[INPUT — start]
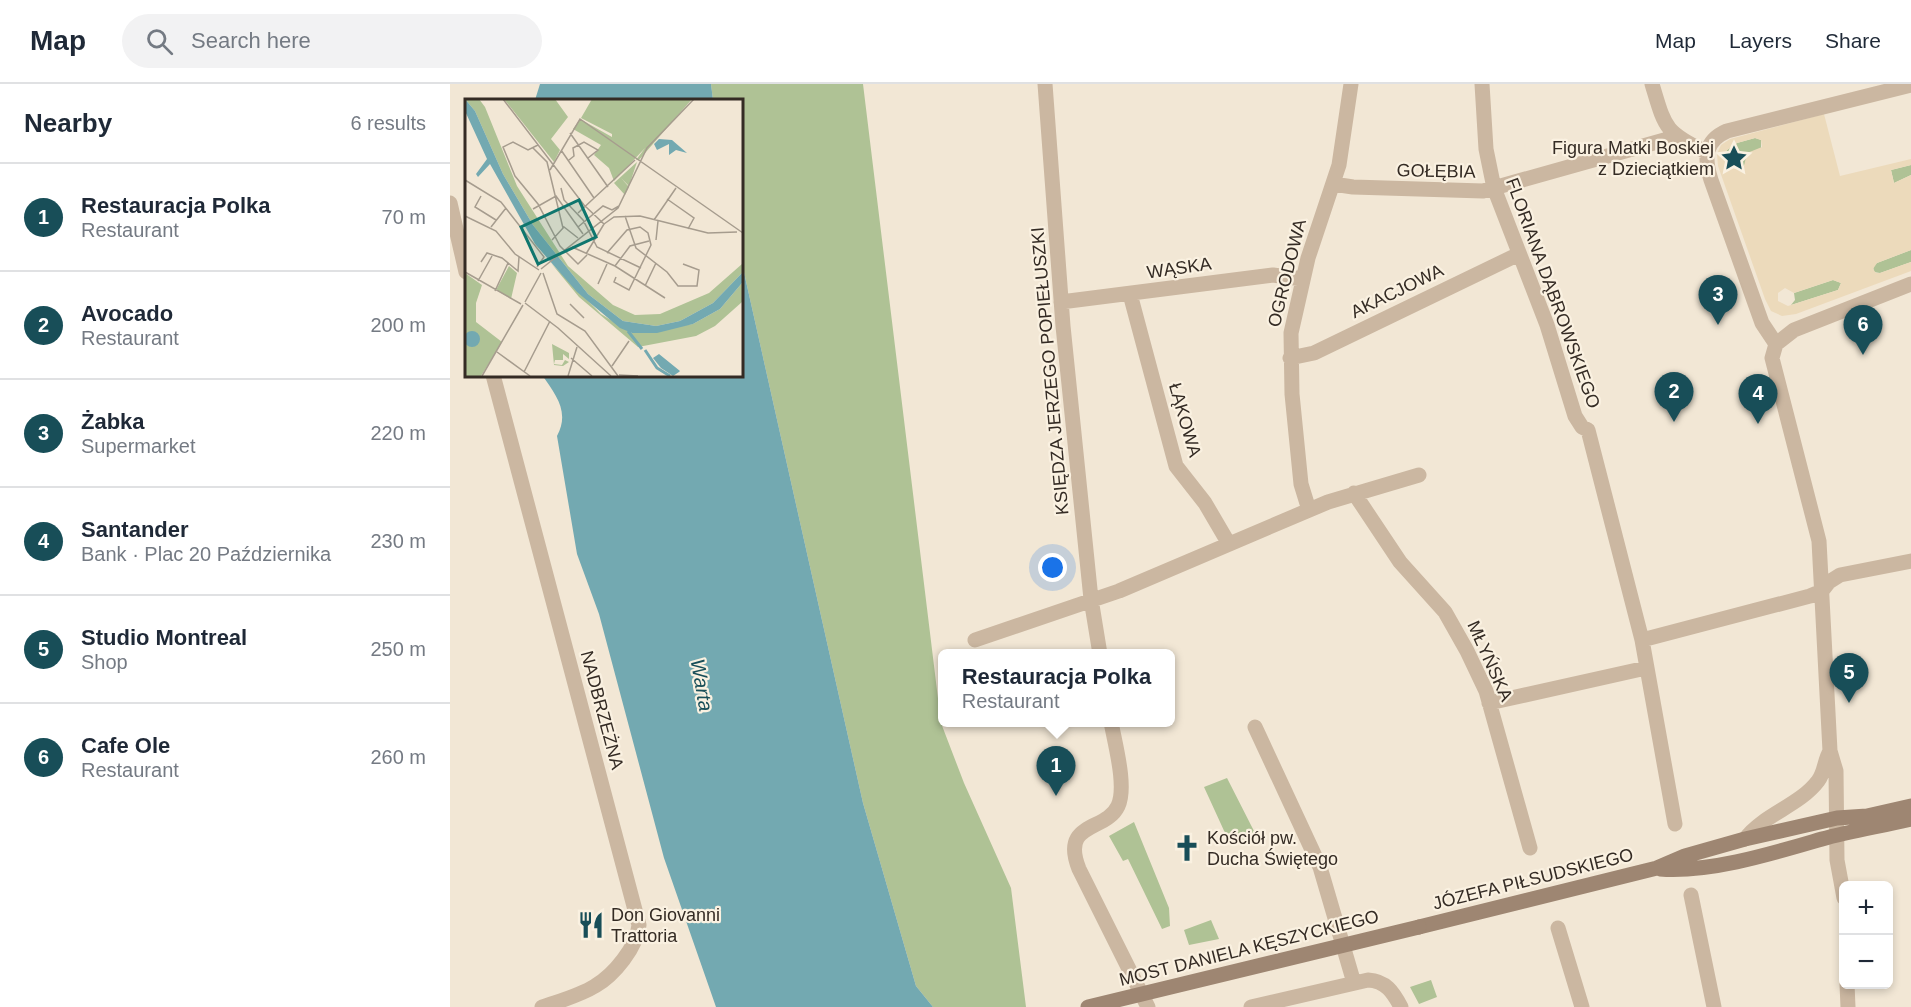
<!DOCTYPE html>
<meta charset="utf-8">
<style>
body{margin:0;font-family:Helvetica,sans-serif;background:#f2f2f3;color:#1f2937}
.controls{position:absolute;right:18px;bottom:18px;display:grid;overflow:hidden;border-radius:9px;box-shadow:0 3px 9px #0003}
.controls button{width:54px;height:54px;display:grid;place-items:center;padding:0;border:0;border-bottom:2px solid #e0e1e3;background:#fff;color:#1f2937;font:30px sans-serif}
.you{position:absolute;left:603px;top:484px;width:21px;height:21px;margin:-15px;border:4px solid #fff;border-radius:50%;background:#1a73e8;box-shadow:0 0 0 9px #1a73e833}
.badge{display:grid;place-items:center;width:39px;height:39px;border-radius:50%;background:#184e58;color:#fff;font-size:20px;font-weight:700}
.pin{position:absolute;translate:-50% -50px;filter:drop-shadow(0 2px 3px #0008)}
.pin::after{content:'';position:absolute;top:32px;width:21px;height:18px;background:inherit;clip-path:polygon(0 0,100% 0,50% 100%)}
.popup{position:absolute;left:488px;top:565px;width:237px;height:78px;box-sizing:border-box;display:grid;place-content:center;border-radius:9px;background:#fff;filter:drop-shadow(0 2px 4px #0005);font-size:20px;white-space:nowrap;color:#747a83}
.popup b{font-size:22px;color:#1f2937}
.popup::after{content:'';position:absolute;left:50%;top:100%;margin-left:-12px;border:12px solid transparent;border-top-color:#fff}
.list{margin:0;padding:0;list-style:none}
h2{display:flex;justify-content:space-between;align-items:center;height:78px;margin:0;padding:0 24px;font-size:26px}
h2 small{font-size:20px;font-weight:400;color:#747a83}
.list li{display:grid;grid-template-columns:39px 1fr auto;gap:18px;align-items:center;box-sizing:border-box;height:108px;padding:0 24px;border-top:2px solid #e0e1e3}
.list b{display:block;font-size:22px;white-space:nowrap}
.list p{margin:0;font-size:20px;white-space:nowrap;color:#747a83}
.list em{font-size:20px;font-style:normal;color:#747a83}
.icon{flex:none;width:33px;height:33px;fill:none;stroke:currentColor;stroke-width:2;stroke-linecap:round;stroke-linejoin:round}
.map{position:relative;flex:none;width:1461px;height:923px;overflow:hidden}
header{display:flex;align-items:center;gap:36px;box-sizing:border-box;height:84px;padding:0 30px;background:#fff;border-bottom:2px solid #e0e1e3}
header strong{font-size:28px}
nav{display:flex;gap:33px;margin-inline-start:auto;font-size:21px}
.search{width:420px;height:54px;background:#f2f2f3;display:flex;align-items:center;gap:15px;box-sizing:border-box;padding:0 21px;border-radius:33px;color:#747a83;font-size:22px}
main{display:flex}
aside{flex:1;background:#fff}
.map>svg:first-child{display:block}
.green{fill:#afc295}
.plaza{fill:#ecdabb;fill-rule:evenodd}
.water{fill:#73a9b1}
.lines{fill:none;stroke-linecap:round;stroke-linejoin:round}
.street{stroke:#cbb7a1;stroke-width:15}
.secondary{stroke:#9e8672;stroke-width:15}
.secondary-bridge{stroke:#9e8672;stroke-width:15}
.labels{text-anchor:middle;stroke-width:4.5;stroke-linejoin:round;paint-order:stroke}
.poi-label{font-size:18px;fill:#342b24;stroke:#faf1e1;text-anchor:start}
.street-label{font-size:18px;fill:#342b24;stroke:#faf1e1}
.water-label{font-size:20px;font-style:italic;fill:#184e58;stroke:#faf1e1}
.inset-river{fill:none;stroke:#73a9b1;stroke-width:3}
.inset-road{fill:none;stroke:#a69c8e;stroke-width:1.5}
.view{fill:#0f766e;fill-opacity:0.15;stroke:#0f766e;stroke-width:3}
.inset-edge{fill:none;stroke:#342b24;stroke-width:3}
</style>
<header>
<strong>Map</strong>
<div class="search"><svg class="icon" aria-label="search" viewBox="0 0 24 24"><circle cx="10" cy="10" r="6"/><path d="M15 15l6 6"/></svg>Search here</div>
<nav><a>Map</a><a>Layers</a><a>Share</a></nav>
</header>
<main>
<aside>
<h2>Nearby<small>6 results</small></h2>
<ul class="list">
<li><span class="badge">1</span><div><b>Restauracja Polka</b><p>Restaurant</p></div><em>70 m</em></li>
<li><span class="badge">2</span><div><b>Avocado</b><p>Restaurant</p></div><em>200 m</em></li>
<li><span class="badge">3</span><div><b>Żabka</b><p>Supermarket</p></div><em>220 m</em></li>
<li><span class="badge">4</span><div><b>Santander</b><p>Bank · Plac 20 Października</p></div><em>230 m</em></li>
<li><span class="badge">5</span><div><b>Studio Montreal</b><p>Shop</p></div><em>250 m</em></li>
<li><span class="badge">6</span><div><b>Cafe Ole</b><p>Restaurant</p></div><em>260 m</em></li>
</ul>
</aside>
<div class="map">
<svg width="1461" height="923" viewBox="0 0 1461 923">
<rect width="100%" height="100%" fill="#f2e7d5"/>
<!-- green -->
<path class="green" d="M 261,0 L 413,0 L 491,639 L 514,699 L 561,804 L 576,923 L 483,923 L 466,902 L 413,719 L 291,175 L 291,16 L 263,16 Z
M 1305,54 L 1311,56 L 1311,65 L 1298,69 L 1296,79 L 1292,84 L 1279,83 L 1274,75 L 1277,66 L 1287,59 Z
M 1461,81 L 1461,91 L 1444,99 L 1441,86 Z
M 1461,166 L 1461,178 L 1430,189 L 1424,188 L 1423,182 L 1427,179 Z
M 1383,196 L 1391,199 L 1388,206 L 1341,221 L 1345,216 L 1344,209 Z
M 777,694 L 806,751 L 781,762 L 754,703 Z
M 684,738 L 719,824 L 720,842 L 712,845 L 678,775 L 673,777 L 659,752 Z
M 761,836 L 769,855 L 739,861 L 734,846 Z
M 981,896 L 987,913 L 969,920 L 960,903 Z"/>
<!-- plaza -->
<path class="plaza" d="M 1374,30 L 1390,92 L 1461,75 L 1461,81 L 1441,86 L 1444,99 L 1461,91 L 1461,166 L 1427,179 L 1423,185 L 1426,189 L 1430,189 L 1461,178 L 1461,187 L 1346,230 L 1332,232 L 1321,227 L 1315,215 L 1268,82 L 1267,70 L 1271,61 L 1280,55 ZM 1305,54 L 1311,56 L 1312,63 L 1297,69 L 1294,82 L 1285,85 L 1278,82 L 1274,72 L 1277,66 L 1287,59 ZM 1383,196 L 1391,199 L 1388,206 L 1338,222 L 1328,217 L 1328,209 L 1335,204 L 1344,209 Z"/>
<!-- water -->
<path class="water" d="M 90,0 L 261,0 L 263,16 L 85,16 Z
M 291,175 L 413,719 L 466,902 L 483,923 L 266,923 L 214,774 L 149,530 L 127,470 L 107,352 C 120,328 106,311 92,291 L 291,291 Z"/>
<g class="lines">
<!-- street -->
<path class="street" d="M 595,0 L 613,242 L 641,515 L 650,570
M 1032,0 L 1036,65 L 1044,104 L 1097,241 L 1125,332 L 1132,343 L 1138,346 L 1192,556 L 1225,740
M 1202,0 C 1215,43 1214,48 1256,68
M 883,100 L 903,103 L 1033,107 L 1225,53
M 0,119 L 16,188
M 680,210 L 726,382 L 755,419 L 779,460
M 611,218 L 823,191 L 852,195
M 1326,260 L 1312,239 L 1261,96 C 1254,74 1254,57 1277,47 L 1461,1
M 840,274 L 864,269 L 1069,170
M 43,291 L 189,841 C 187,863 164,891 145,902 C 129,912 109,917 92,923
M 904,409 L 950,478 L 995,528 L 1017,567 L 1036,607 L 1080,764
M 859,426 L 851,400 L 842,310 L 841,249 L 858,174 L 889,81 L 901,0
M 525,556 L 669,507 L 878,418 L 969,391
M 1192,556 L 1360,512 L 1372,507 L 1379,498 L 1390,491 L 1461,477
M 1039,619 L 1196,584
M 661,638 C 665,660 677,703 668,722 C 656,748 610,737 629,785 L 698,923
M 805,643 L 870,783 L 904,899
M 1295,755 C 1314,730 1349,722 1368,697 C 1375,688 1374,677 1380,667
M 1241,811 L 1264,923
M 1394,814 L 1387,776 L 1386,687 L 1380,667 L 1369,457 L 1322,274 L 1326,260 L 1344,246 L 1461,200
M 1108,844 L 1132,923
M 1397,900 L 1398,923
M 801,923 L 918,896 C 936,897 943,908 951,923"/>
<!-- secondary -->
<path class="secondary" d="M 1210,785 C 1260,789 1324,769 1372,755 C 1401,747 1432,742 1461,735
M 969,843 L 1207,784 L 1235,772 L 1295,755 L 1387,734 L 1417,732 L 1461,722"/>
<!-- secondary-bridge -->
<path class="secondary-bridge" d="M 638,923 L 969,843"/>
</g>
<!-- icons -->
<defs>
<symbol id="sight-bare" viewBox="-9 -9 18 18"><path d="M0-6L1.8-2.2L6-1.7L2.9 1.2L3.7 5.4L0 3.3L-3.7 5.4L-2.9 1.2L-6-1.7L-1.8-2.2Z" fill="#184e58" stroke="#faf1e1" stroke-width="2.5" paint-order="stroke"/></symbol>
<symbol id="church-bare" viewBox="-9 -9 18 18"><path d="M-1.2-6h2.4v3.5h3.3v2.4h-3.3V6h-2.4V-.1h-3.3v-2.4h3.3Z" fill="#184e58" stroke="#faf1e1" stroke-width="2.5" paint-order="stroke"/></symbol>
<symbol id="restaurant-bare" viewBox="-9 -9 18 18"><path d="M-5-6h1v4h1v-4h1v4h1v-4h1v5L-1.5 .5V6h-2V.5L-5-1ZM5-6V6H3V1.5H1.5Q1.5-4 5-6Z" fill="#184e58" stroke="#faf1e1" stroke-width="2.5" paint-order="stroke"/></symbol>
</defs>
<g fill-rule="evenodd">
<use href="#sight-bare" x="1265" y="55" width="38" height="38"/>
<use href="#church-bare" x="718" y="745" width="38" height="38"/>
<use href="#restaurant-bare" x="122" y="822" width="38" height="38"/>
</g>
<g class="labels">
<!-- poi labels -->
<g class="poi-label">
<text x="1264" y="70" text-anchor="end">Figura Matki Boskiej<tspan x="1264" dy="21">z Dzieciątkiem</tspan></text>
<text x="757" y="760">Kościół pw.<tspan x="757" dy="21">Ducha Świętego</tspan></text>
<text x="161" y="837">Don Giovanni<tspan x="161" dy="21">Trattoria</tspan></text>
</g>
<!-- street labels -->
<g class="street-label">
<text transform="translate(986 87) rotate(1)" y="6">GOŁĘBIA</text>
<text transform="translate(729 184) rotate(-8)" y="6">WĄSKA</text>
<text transform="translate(837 189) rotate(-76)" y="6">OGRODOWA</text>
<text transform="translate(947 207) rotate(-26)" y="6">AKACJOWA</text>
<text transform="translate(1103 209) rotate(70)" y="6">FLORIANA DĄBROWSKIEGO</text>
<text transform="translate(600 287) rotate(-95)" y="6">KSIĘDZA JERZEGO POPIEŁUSZKI</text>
<text transform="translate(735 336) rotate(74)" y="6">ŁĄKOWA</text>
<text transform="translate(1040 577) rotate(66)" y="6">MŁYŃSKA</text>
<text transform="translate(152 626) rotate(75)" y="6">NADBRZEŻNA</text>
<text transform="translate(1083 795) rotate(-14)" y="6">JÓZEFA PIŁSUDSKIEGO</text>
<text transform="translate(799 864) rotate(-14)" y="6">MOST DANIELA KĘSZYCKIEGO</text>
</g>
<!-- water labels -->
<g class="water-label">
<text transform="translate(252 601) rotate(80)" y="7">Warta</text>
</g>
</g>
<!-- overview -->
<g transform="translate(15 15)">
<rect width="278" height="278" fill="#f2e7d5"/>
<path d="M 0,0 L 14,0 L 20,8 L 52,87 L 103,167 L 148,206 L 170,216 L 195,215 L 244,194 L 277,165 L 277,174 L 248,204 L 215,222 L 191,227 L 158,222 L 123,195 L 68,126 L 38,75 L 10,12 ZM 39,0 L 90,0 L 103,18 L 86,40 L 95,51 L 89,63 ZM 127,0 L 227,0 L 174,61 L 171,61 L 180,49 L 149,82 L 144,69 L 129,56 L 136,46 L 108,30 L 115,20 L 147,38 L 147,35 L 116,19 ZM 172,63 L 164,87 L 156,79 L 164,88 L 160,96 L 149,84 ZM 86,164 L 136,215 L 167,234 L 228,225 L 255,210 L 277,184 L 277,203 L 250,227 L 231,237 L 173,248 L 114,198 ZM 44,167 L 52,174 L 46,200 L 31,191 ZM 0,174 L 17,186 L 11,204 L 11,223 L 37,243 L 16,277 L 0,277 ZM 87,245 L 104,254 L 104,260 L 98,255 L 98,261 L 90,261 L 89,265 L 97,266 L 100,261 L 104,263 L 98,267 L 89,266 Z" fill="#afc295"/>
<path d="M 0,0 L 10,12 L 38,75 L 68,126 L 123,195 L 158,222 L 191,227 L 215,222 L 248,204 L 277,174 L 277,184 L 255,210 L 228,225 L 192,234 L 167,234 L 155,229 L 112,193 L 70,145 L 25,65 L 13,78 L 11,75 L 22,60 L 0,12 ZM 194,40 L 207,41 L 222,54 L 211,51 L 204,56 L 204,45 L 192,51 L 189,45 ZM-1 240a8 8 0 1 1 16 0a8 8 0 1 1-16 0ZM 194,255 L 215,272 L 214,273 L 208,277 L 196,269 L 188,259 Z" fill="#73a9b1"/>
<path class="inset-river" d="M 163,232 L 177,250M 180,251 L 192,269 L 205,277"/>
<path class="inset-road" d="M 38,0 L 119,106 L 139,125M 105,34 L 143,88M 73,46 L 63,51 L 48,43 L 38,48 L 50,77 L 73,105 L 95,147 L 113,165 L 122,156M 68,49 L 82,63 L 98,129M 96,51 L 129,99M 104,61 L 109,57 L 108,49 L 119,43 L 133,51 L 123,59M 85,71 L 115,20 L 278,134M 0,81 L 36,103 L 79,158 L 72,168M 96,89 L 99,101 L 118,121 L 132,148 L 176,169M 16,97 L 10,108 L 31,121M 202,100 L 229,119 L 223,130M 68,110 L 91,97 L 118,135M 113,114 L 170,61M 0,117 L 31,132 L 50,155 L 74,171M 160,117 L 171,149 L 202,173 L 213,187 L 232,187 L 234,171 L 218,165M 189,121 L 211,89M 139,125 L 149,118 L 175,117 L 243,134 L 272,133M 26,128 L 41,109M 113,128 L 138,107 L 147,111 L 154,107M 87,141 L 99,128 L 113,139M 191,141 L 193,122M 107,148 L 150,167 L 200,199M 142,154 L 162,131 L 175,128 L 183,134 L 186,146 L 164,191 L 149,183 L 151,178M 121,155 L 139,125M 16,163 L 22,154 L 37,159 L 53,172 L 54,158M 150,167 L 165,147 L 184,142M 76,170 L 153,109 L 182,49 L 229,0M 0,173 L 56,205M 78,174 L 92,215 L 120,232 L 153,277M 13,182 L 27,157M 133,185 L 142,165M 180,187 L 191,164M 30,192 L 43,164M 60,203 L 76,174M 60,204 L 93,229 L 146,277M 105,205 L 119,219M 32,253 L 65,277M 106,259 L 127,277M 147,267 L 164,242M 59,273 L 85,222M 154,276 L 173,277M 17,277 L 58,206M 103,277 L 112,248"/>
<path class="view" d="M 114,101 L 131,138 L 73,165 L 56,128 Z"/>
<rect width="278" height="278" class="inset-edge"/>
</g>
</svg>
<div class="controls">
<button>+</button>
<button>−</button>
</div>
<div class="you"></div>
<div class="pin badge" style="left:606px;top:712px">1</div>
<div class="popup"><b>Restauracja Polka</b>Restaurant</div>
<div class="pin badge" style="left:1224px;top:338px">2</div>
<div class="pin badge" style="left:1268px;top:241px">3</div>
<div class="pin badge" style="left:1308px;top:340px">4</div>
<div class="pin badge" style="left:1399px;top:619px">5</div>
<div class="pin badge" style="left:1413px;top:271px">6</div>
</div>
</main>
[INPUT — finish]
== REQUIREMENT ==
Every line of the entries above that includes "drop" should be copied.

== ANSWER ==
.pin{position:absolute;translate:-50% -50px;filter:drop-shadow(0 2px 3px #0008)}
.popup{position:absolute;left:488px;top:565px;width:237px;height:78px;box-sizing:border-box;display:grid;place-content:center;border-radius:9px;background:#fff;filter:drop-shadow(0 2px 4px #0005);font-size:20px;white-space:nowrap;color:#747a83}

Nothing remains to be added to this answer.